Les scientifiques indiquent exactement un ensemble de molécules qui câblent le centre de poids corporel du cerveau

Les scientifiques rassemblent comment les gènes impliqués dans le développement neural peuvent affecter le poids corporel

Aboutissant un seul, l'étude de collaboration de recherches avec des scientifiques en travers du globe, les chercheurs à l'université de Cambridge et l'hôpital pour enfants Los Angeles ont indiqué exactement un ensemble de molécules qui câblent le centre de poids corporel du cerveau.

Dans l'étude le 17 janvier publié dans la cellule de tourillon, le Sadaf Farooqi, PhD, FRCP, FMedSci, de l'université de Cambridge et de Sebastien Bouret de CHLA, PhD a abouti des équipes de recherche à découvrir les gènes principaux qui guident le procédé du développement du cerveau.

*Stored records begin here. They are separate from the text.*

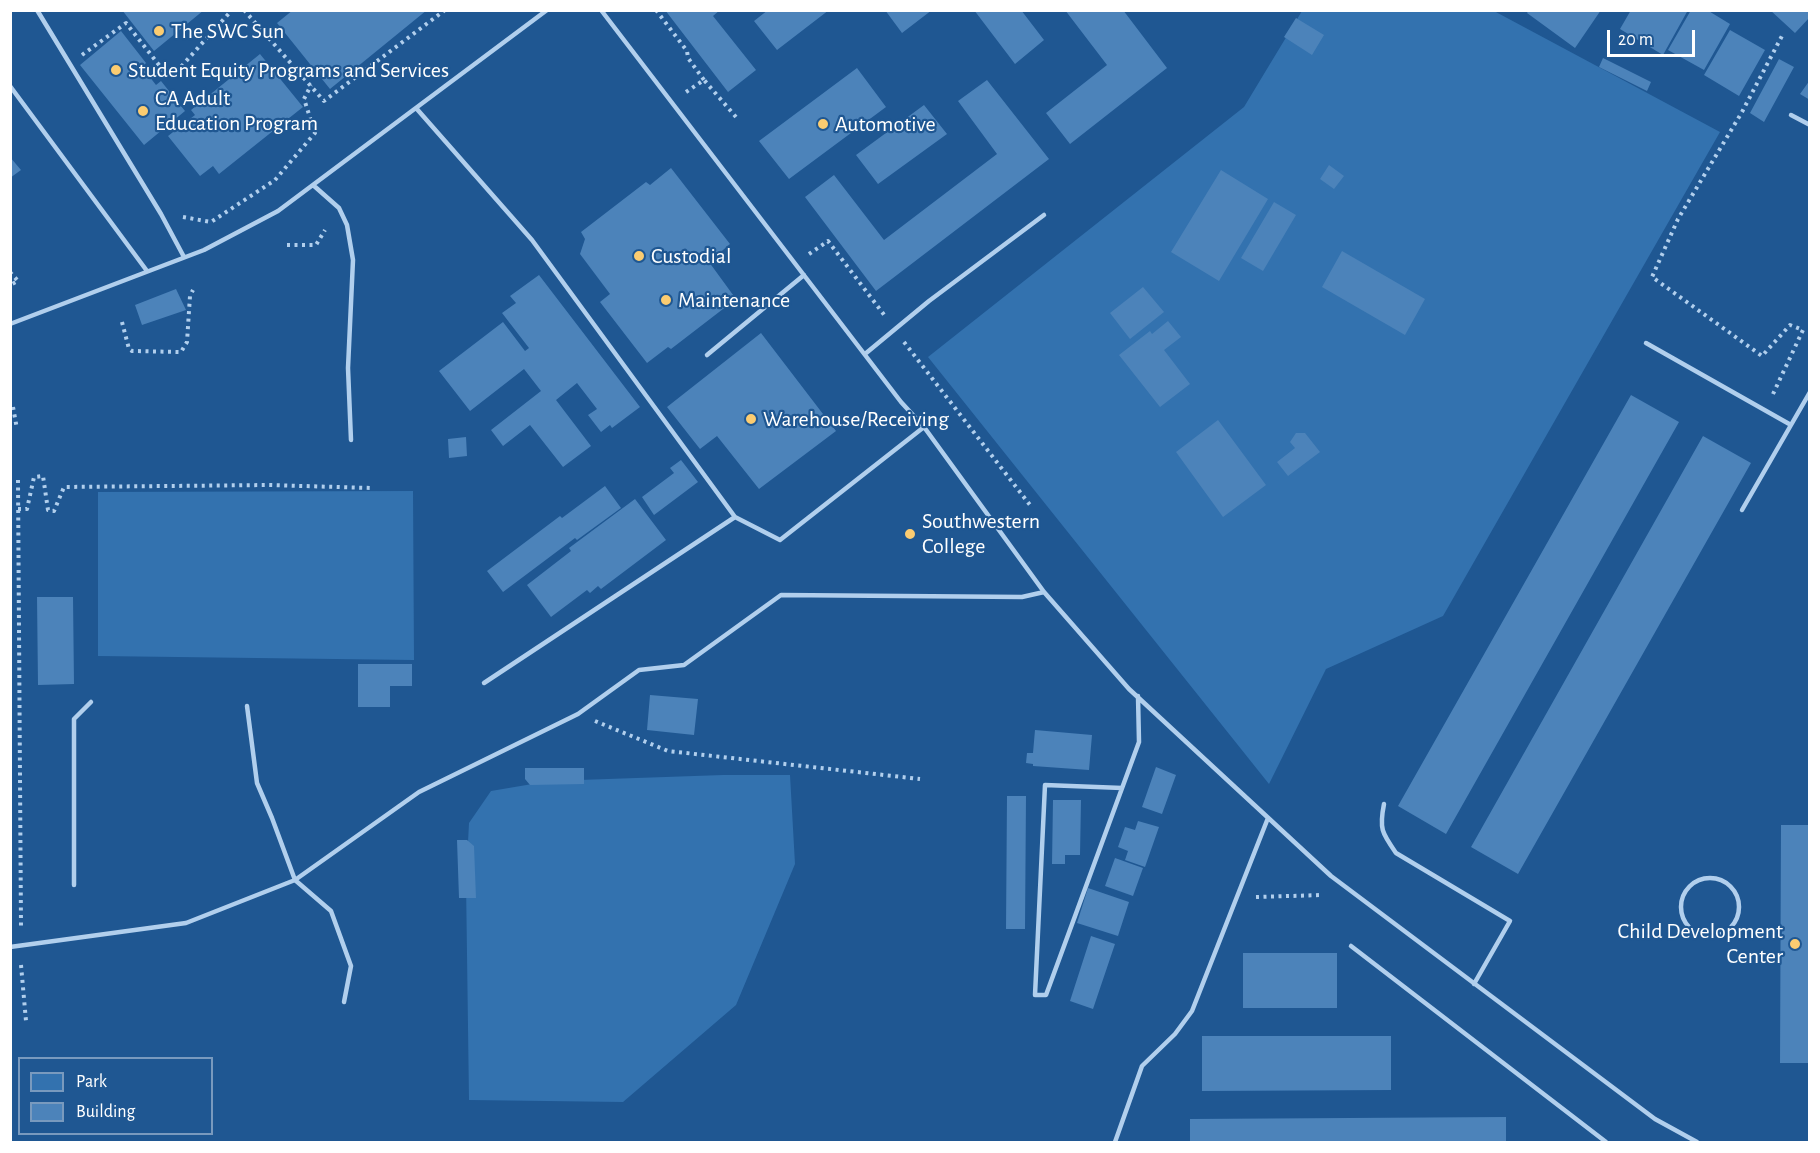 <!DOCTYPE html>
<style>
body{margin:0}
#map{position:relative;width:1820px;height:1153px;overflow:hidden;background:#1f5792;font-family:"Alegreya Sans",sans-serif}
canvas{display:block}
.frame{position:absolute;inset:0;border:12px solid #fff;pointer-events:none}
.legend{position:absolute;left:18px;top:1057px;width:195px;height:78px;box-sizing:border-box;background:#1f5792;border:2px solid #799abe;margin:0;padding:8px 10px;list-style:none;font-size:18px;color:#fff}
.legend li{display:flex;align-items:center;gap:12px;height:30px}
.legend b{width:30px;border:2px solid #799abe}
.scale{position:absolute;left:1607px;top:30px;width:88px;height:27px;box-sizing:border-box;border:3px solid #fff;border-top:0;padding-left:8px;font-size:18px;line-height:21px;white-space:nowrap;color:#fff;-webkit-text-stroke:4px #1f5792;paint-order:stroke}
</style>
<div id="map">
<canvas width="1820" height="1153"></canvas>
<div class="frame"></div>
<ul class="legend">
<li><b style="height:16px;background:#3372af"></b>Park</li>
<li><b style="height:16px;background:#4c83ba"></b>Building</li>
</ul>
<div class="scale">20 m</div>
</div>
<script>
const c = document.querySelector('canvas').getContext('2d');
c.lineJoin = 'round';
function fill(path, color) { c.fillStyle = color; c.fill(path, 'evenodd'); }
function trace(path, color, width, dash) { c.strokeStyle = color; c.lineWidth = width; c.lineCap = dash ? 'butt' : 'round'; c.setLineDash(dash || []); c.stroke(path); }
function write(font, color, halo, rows, align = 'center') {
  c.font = font + ' "Alegreya Sans",sans-serif'; c.lineWidth = 4.5; c.setLineDash([]); c.textBaseline = 'middle'; c.strokeStyle = halo; c.fillStyle = color; for (const [text, x, y, turn = 0] of rows) {
    c.save(); c.translate(x, y); c.rotate((+turn || 0) * Math.PI / 180); c.textAlign = isNaN(turn) ? turn : align; if (halo) c.strokeText(text, 0, 0); c.fillText(text, 0, 0); c.restore();
  }
}
fill(new Path2D(`
 M1302,11h192l226,121 -277,484 -117,53 -57,115 -341,-427 316,-250z
 M413,491l1,169 -316,-4v-164z
 M723,775h67l5,89 -59,141 -113,97 -154,-2 -3,-219 3,-58 22,-32 59,-10z`), '#3372af');
fill(new Path2D(`
 M122,10h82l-50,41z
 M293,10h134l-97,79 -53,-66z
 M665,10h55l-7,6 43,54 -28,22z
 M768,10h61l-52,40 -23,-29z
 M885,10h47l-30,23z
 M974,10h47l23,30 -29,24z
 M1065,10h58l44,58 -97,76 -24,-31 61,-48z
 M1529,10h72l-26,38 -48,-35z
 M1631,10h57l-25,45 -43,-26z
 M1691,10h16l23,14 -26,46 -36,-20z
 M1770,10h40v7l-15,16z
 M1296,18l28,17 -12,20 -28,-18z
 M1730,30l35,20 -26,46 -35,-21z
 M121,31l25,32 -4,4 14,18 5,-4 24,30 -41,34 -64,-80z
 M260,54l43,53 -84,67 -6,-8 -13,10 -32,-40 27,-21 -4,-5z
 M1603,58l48,24 -4,9 -48,-24z
 M1779,59l15,8 -30,55 -14,-9z
 M857,68l29,39 -97,72 -30,-38z
 M987,80l62,79 -173,132 -71,-94 29,-22 50,65 113,-86 -39,-53z
 M1810,80v20l-10,-6z
 M924,105l23,29 -69,50 -22,-29z
 M10,157l11,13 -11,8z
 M1329,165l15,11 -10,13 -14,-10z
 M671,168l59,76 -21,18 27,37 -65,50 -3,-2 -21,16 -47,-61 10,-8 -30,-40 5,-15 -4,-7 65,-50 4,3z
 M1221,170l47,29 -49,82 -48,-29z
 M1274,202l22,13 -33,56 -22,-13z
 M1342,251l83,48 -20,36 -83,-48z
 M539,275l101,132 -28,21 -2,-3 -9,7 -13,-17 9,-6 -20,-26 -21,17 35,46 -28,21 -33,-42 -27,21 -12,-16 50,-39 -17,-22 -54,42 -31,-40 64,-49 22,29 4,-3 -27,-35 14,-10 -6,-7z
 M1143,287l21,25 -34,27 -20,-26z
 M176,289l10,21 -44,15 -7,-20z
 M1168,321l13,16 -17,13 26,34 -30,23 -41,-52 31,-24 2,3z
 M761,333l75,98 -77,58 -42,-53 -17,13 -33,-42z
 M1631,395l48,27 -233,412 -48,-28z
 M1218,420l48,65 -43,32 -47,-65z
 M1296,433h9l15,19 -32,24 -11,-14 18,-14 -5,-6z
 M1703,436l48,27 -233,411 -47,-27z
 M466,437l1,19 -18,2 -1,-19z
 M681,460l17,22 -44,33 -12,-18 32,-24 -4,-5z
 M605,486l16,22 -44,32 -2,-2 -72,54 -16,-21 73,-55 2,2z
 M635,499l31,41 -65,49 -3,-3 -8,7 -3,-3 -36,27 -24,-32 44,-34 -2,-3z
 M37,597h36l1,87 -36,1z
 M358,664h54v22h-22v21h-32z
 M650,695l48,4 -4,36 -47,-5z
 M1035,730l57,5 -3,35 -56,-4v-2l-7,-1 1,-10h6z
 M1156,767l20,8 -14,39 -20,-7z
 M525,768h59v16l-54,1 -5,-6z
 M1007,796h19l-1,133h-19z
 M1053,800h28l-1,55h-15v9h-13z
 M1138,821l21,6 -14,40 -20,-7 3,-9 -10,-4 7,-20 10,3z
 M1781,825h29v238h-30z
 M457,840h10l7,6 2,52h-17z
 M1115,858l28,10 -10,28 -28,-10z
 M1088,888l41,14 -11,34 -41,-13z
 M1091,936l24,8 -22,65 -23,-8z
 M1243,953h94v55h-94z
 M1202,1036h189v54l-189,1z
 M1506,1117v25h-316v-23z`), '#4c83ba');
trace(new Path2D(`
 M244,10l80,91 121,-91
 M656,10l31,41 1,7 16,22
 M82,55l44,-32 44,56 62,-69
 M686,92l18,-12 32,37
 M183,217l28,5 64,-42 40,-47 -11,-34 7,-14
 M287,245h29l9,-15
 M809,254l19,-13 57,75
 M10,272l8,9 -8,4
 M122,322l7,27 3,2 49,1 6,-10 3,-46 3,-6
 M904,342l126,163
 M1773,394l30,-64 -13,-5 -28,31 -110,-79 26,-58 64,-107 41,-78
 M13,407l4,22
 M18,480l3,447
 M18,509h9l7,-32 9,-1 5,34 6,1 10,-24 205,-2 102,3
 M595,721l73,30 252,28
 M1256,897l67,-2
 M21,965l5,56`), '#b1cfed', 4, [3, 4.5]);
trace(new Path2D(`
 M37,10l124,204 23,43
 M601,10l300,392 23,25 120,165 85,97 202,187 324,243 42,23
 M10,86l137,185
 M416,108l116,132 203,277
 M1791,115l19,10
 M313,185l26,23 8,17 6,35 -5,108 3,72
 M10,324l194,-74 74,-39 269,-201
 M1646,343l145,82
 M865,354l64,-53 115,-86
 M707,355l97,-80
 M1742,510l68,-118
 M484,683l251,-166 45,23 144,-113
 M247,706l10,77 15,35 23,62 36,31 20,55 -7,36
 M1122,788l-77,-3 -10,210h11l93,-253 -1,-46
 M1384,804c-5,25 -2,29 12,49l114,68 -36,63
 M1681 907a29 29 0 1 1 58 0a29 29 0 1 1-58 0Z
 M74,885v-166l17,-17
 M1351,946l255,196
 M10,947l176,-24 109,-43 124,-88 159,-78 61,-44 45,-5 97,-70 241,2 22,-5
 M1115,1142l27,-76 33,-32 17,-23 76,-193`), '#b1cfed', 4.5);
for (const [x, y, r, color] of [
 [159,31,6,"#fbcc71"],
 [116,70,6,"#fbcc71"],
 [143,111,6,"#fbcc71"],
 [823,124,6,"#fbcc71"],
 [639,256,6,"#fbcc71"],
 [666,300,6,"#fbcc71"],
 [751,419,6,"#fbcc71"],
 [910,534,6,"#fbcc71"],
 [1795,944,6,"#fbcc71"]
]) { const dot = new Path2D(); dot.arc(x, y, r, 0, 2 * Math.PI); c.fillStyle = color; c.fill(dot); trace(dot, '#1f5792', 2); }
write('22px', '#fff', '#1f5792', [
 ["The SWC Sun",171,31],
 ["Student Equity Programs and Services",128,70],
 ["CA Adult",155,98],
 ["Education Program",155,123],
 ["Automotive",835,124],
 ["Custodial",651,256],
 ["Maintenance",678,300],
 ["Warehouse/Receiving",763,419],
 ["Southwestern",922,521],
 ["College",922,546],
 ["Child Development",1783,931,"right"],
 ["Center",1783,956,"right"]
], 'left');
</script>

« Nous savons que le cerveau, en particulier un endroit appelé l'hypothalamus, a très un rôle majeur dans le règlement du sucre de ration alimentaire et de sang, » explique Bouret, qui est également un professeur agrégé de la pédiatrie à l'École de Médecine de Keck d'USC. Les chercheurs se sont concentrés sur l'hypothalamus pendant des années dans un effort pour étudier l'épidémie de l'obésité, qui affecte presque 14 millions d'enfants et d'adolescents aux Etats-Unis. « Ce que nous ne comprenons pas encore, » il dit, « est comment ces circuits dans l'hypothalamus sont dispensés. Nous voulons savoir comment le cerveau se remonte et ce qui régit exact ce procédé. » La compréhension de ceci est principale parce que des circuits doivent être déterminés correctement pour que le cerveau remplisse éventuel des fonctionnements complexes comme mettre à jour le grammage correcte.

Pourquoi certaines cellules du cerveau branchent-elles à un endroit tout en particulièrement évitant autre, cellules avoisinantes ? Le laboratoire de Bouret vérifie comment ce câblage précis est réalisé. La compréhension comment les cellules du cerveau dans l'hypothalamus forment ces le détail, liens complexes - et comment ce procédé peut être compromis - pourrait fournir l'analyse dans le développement de l'obésité d'enfance.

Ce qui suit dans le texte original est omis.